Re: [GENERAL] Out of memory/corrupted shared memory problem on server - Mailing list pgsql-general

From Tom Lane
Subject Re: [GENERAL] Out of memory/corrupted shared memory problem on server
Date
Msg-id 13601.1503661683@sss.pgh.pa.us
Whole thread Raw
In response to [GENERAL] Out of memory/corrupted shared memory problem on server  (Johann Spies <johann.spies@gmail.com>)
Responses Re: [GENERAL] Out of memory/corrupted shared memory problem on server  (Johann Spies <johann.spies@gmail.com>)
List pgsql-general
Johann Spies <johann.spies@gmail.com> writes:
> While restoring a dump from our development server (768G ram) to the
> production server, (PG 9.6.3 on Debian Stretch with 128G Ram) the
> refreshing of a Materialized View fails like this:

> local] js@wos=# REFRESH MATERIALIZED VIEW wos_2017_1.citation_window_mv ;
> server closed the connection unexpectedly

> In the log:
> 2017-08-24 19:23:26 SAST [7532-18] LOG:  server process (PID 4890) was
> terminated by signal 9: Killed

As Christoph said, this looks a lot like the kernel OOM killer decided
you'd eaten too much memory.

> The Materialized View  uses a complex query and  should contain 69 772
> 381 records.

How complex is "complex"?  I can think of two likely scenarios:
1. You've stumbled across some kind of memory-leak bug in Postgres.
2. The query's just using too much memory.  In this connection, it's
not good that you've got
> work_mem = 2GB
Remember that "work_mem" is "work memory per plan node", so a complex
query could easily chew up a multiple of that number --- and that's
with everything going according to plan.  If, say, the planner
underestimates the number of table entries involved in a hash
aggregation, the actual consumption might be much larger.

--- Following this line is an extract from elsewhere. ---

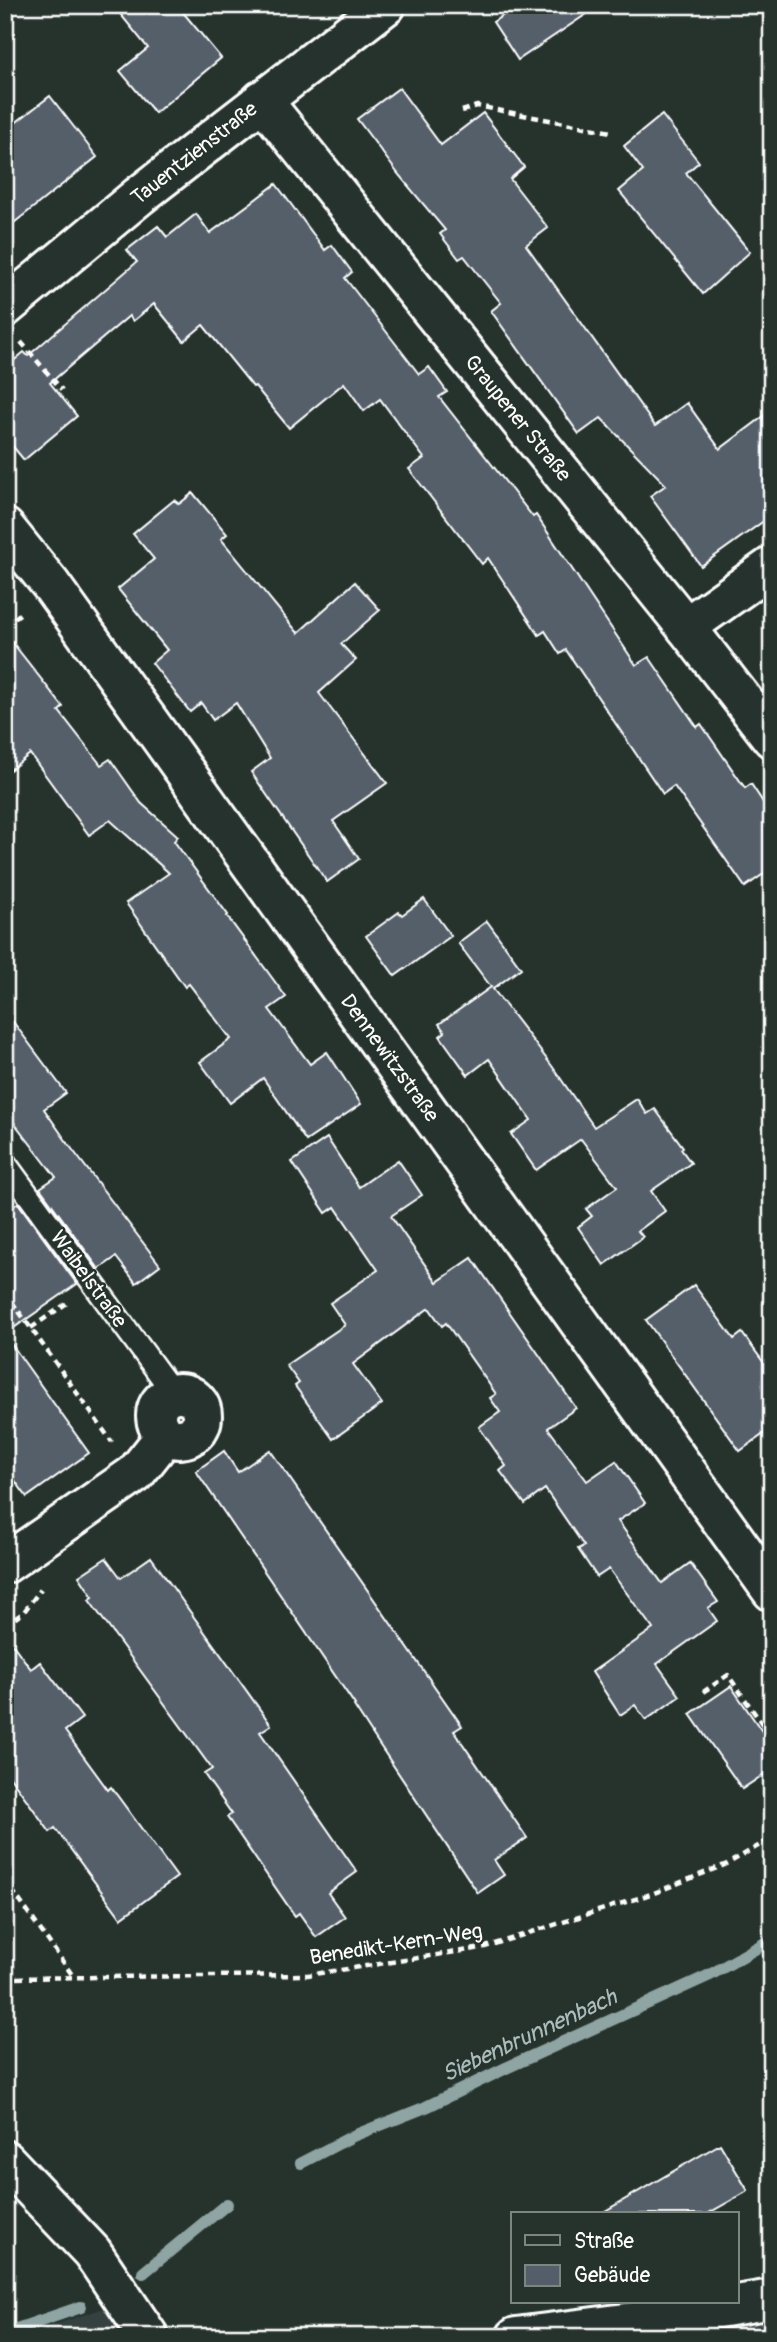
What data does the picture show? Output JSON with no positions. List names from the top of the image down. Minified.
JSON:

My first move would be to reduce work_mem by an order of magnitude
or two.  If that doesn't help, check the plan for the view's query
and see if it contains any hash aggregation steps --- if so, does
"set enable_hashagg = off" help?  (Also, make sure the view's input
tables have been ANALYZEd recently.)

If none of that helps, we should investigate the memory-leak-bug
theory.  One thing you could do in that direction is to run
the postmaster with a "ulimit -v" size less than what will trigger
the ire of the OOM killer, so that the query encounters a normal
ENOMEM error rather than SIGKILL when it's eaten too much memory.
That should result in it dumping a memory consumption map to stderr,
which would give some clue where the problem is.  We'd need to see
that map as well as details about your query to make progress.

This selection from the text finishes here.